§ Provided material
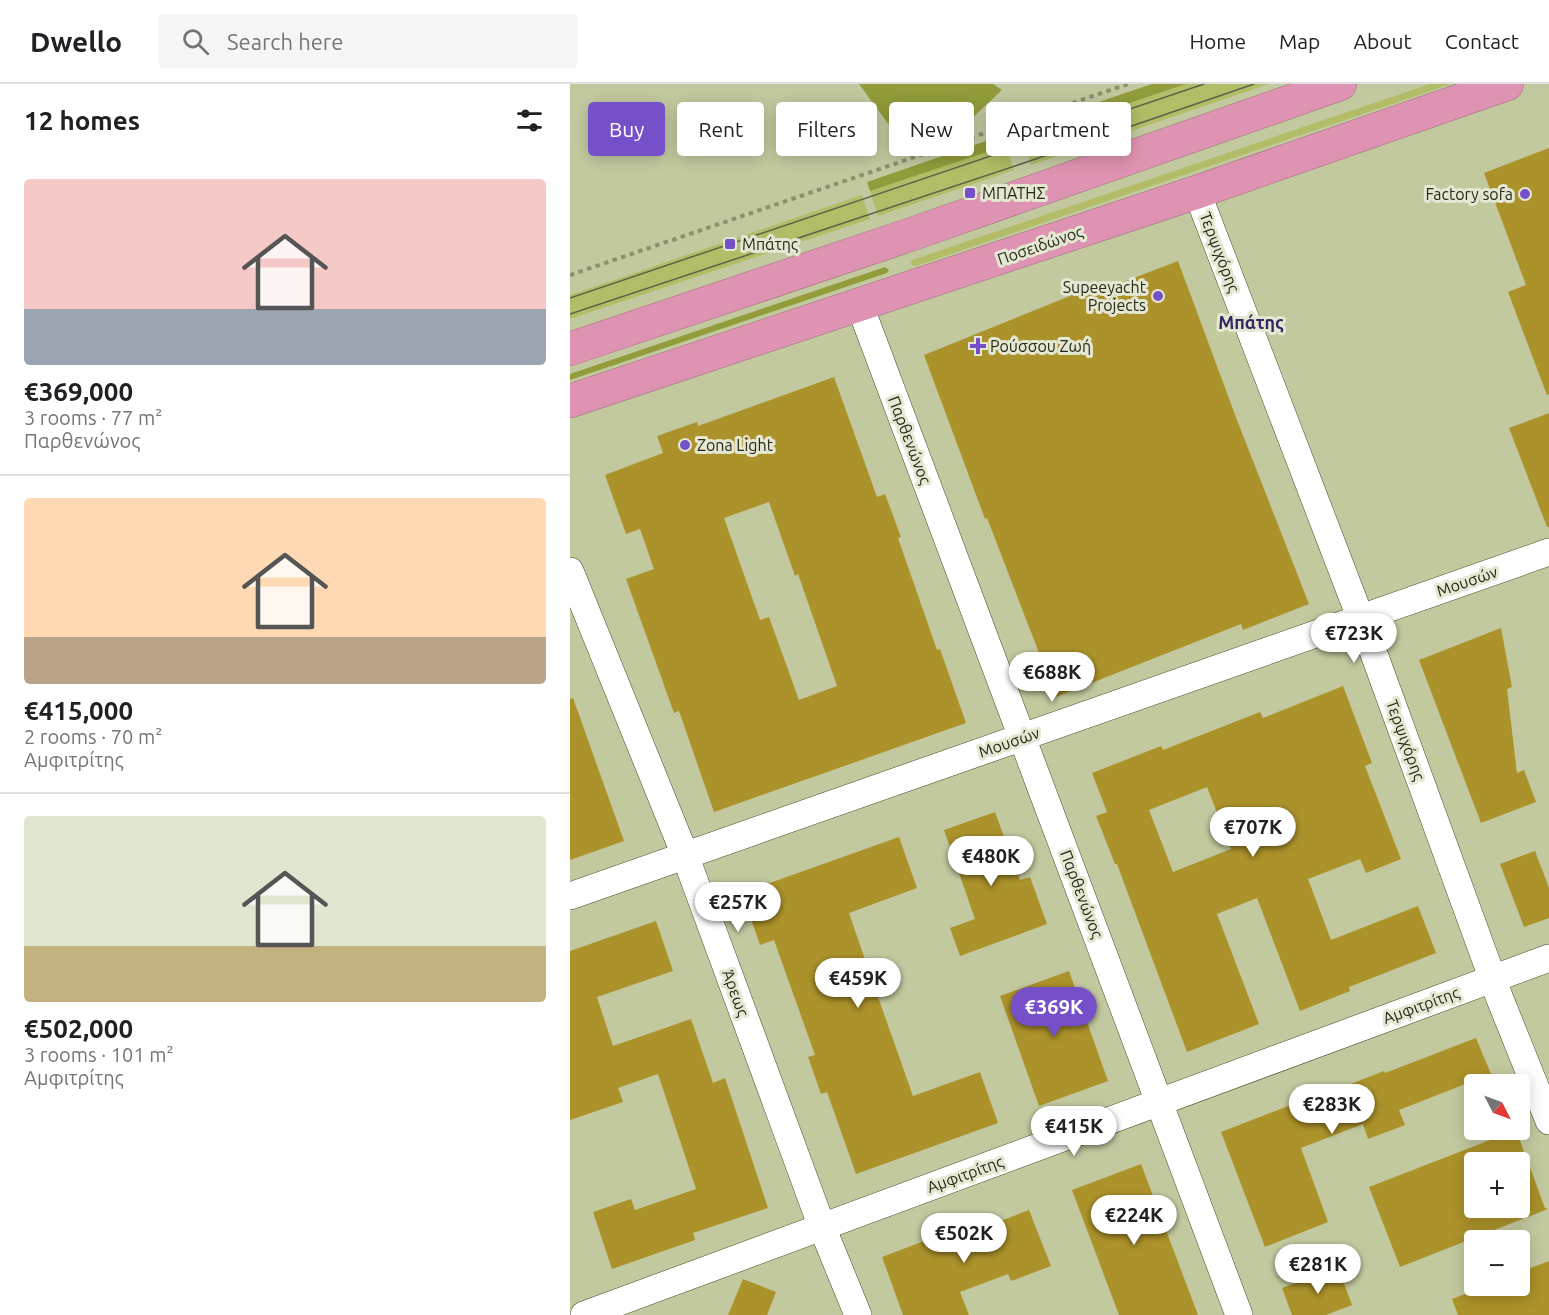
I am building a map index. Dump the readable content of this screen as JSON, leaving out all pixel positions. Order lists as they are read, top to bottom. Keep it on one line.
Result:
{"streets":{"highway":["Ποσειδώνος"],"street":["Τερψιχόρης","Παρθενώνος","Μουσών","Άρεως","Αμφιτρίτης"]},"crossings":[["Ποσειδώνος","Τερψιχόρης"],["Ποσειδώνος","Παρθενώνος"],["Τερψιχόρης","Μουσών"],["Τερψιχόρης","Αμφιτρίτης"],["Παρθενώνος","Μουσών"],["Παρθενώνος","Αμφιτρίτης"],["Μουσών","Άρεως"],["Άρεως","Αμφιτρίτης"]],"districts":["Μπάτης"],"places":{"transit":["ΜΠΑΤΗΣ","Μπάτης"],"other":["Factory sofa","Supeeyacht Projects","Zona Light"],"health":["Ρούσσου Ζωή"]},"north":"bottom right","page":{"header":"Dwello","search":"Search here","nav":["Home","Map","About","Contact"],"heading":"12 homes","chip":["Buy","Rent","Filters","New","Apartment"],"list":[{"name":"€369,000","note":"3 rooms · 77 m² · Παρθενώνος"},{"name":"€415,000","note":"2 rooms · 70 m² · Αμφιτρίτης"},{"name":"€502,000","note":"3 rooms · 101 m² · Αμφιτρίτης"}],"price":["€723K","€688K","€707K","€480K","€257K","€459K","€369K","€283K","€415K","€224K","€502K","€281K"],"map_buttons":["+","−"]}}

§ Problem details
The material is to be written out word for word, and the pictures are to be left out.

§ Response to the exercise
I am building a map index. Dump the readable content of this screen as JSON, leaving out all pixel positions. Order lists as they are read, top to bottom. Keep it on one line.
Result:
{"streets":{"highway":["Ποσειδώνος"],"street":["Τερψιχόρης","Παρθενώνος","Μουσών","Άρεως","Αμφιτρίτης"]},"crossings":[["Ποσειδώνος","Τερψιχόρης"],["Ποσειδώνος","Παρθενώνος"],["Τερψιχόρης","Μουσών"],["Τερψιχόρης","Αμφιτρίτης"],["Παρθενώνος","Μουσών"],["Παρθενώνος","Αμφιτρίτης"],["Μουσών","Άρεως"],["Άρεως","Αμφιτρίτης"]],"districts":["Μπάτης"],"places":{"transit":["ΜΠΑΤΗΣ","Μπάτης"],"other":["Factory sofa","Supeeyacht Projects","Zona Light"],"health":["Ρούσσου Ζωή"]},"north":"bottom right","page":{"header":"Dwello","search":"Search here","nav":["Home","Map","About","Contact"],"heading":"12 homes","chip":["Buy","Rent","Filters","New","Apartment"],"list":[{"name":"€369,000","note":"3 rooms · 77 m² · Παρθενώνος"},{"name":"€415,000","note":"2 rooms · 70 m² · Αμφιτρίτης"},{"name":"€502,000","note":"3 rooms · 101 m² · Αμφιτρίτης"}],"price":["€723K","€688K","€707K","€480K","€257K","€459K","€369K","€283K","€415K","€224K","€502K","€281K"],"map_buttons":["+","−"]}}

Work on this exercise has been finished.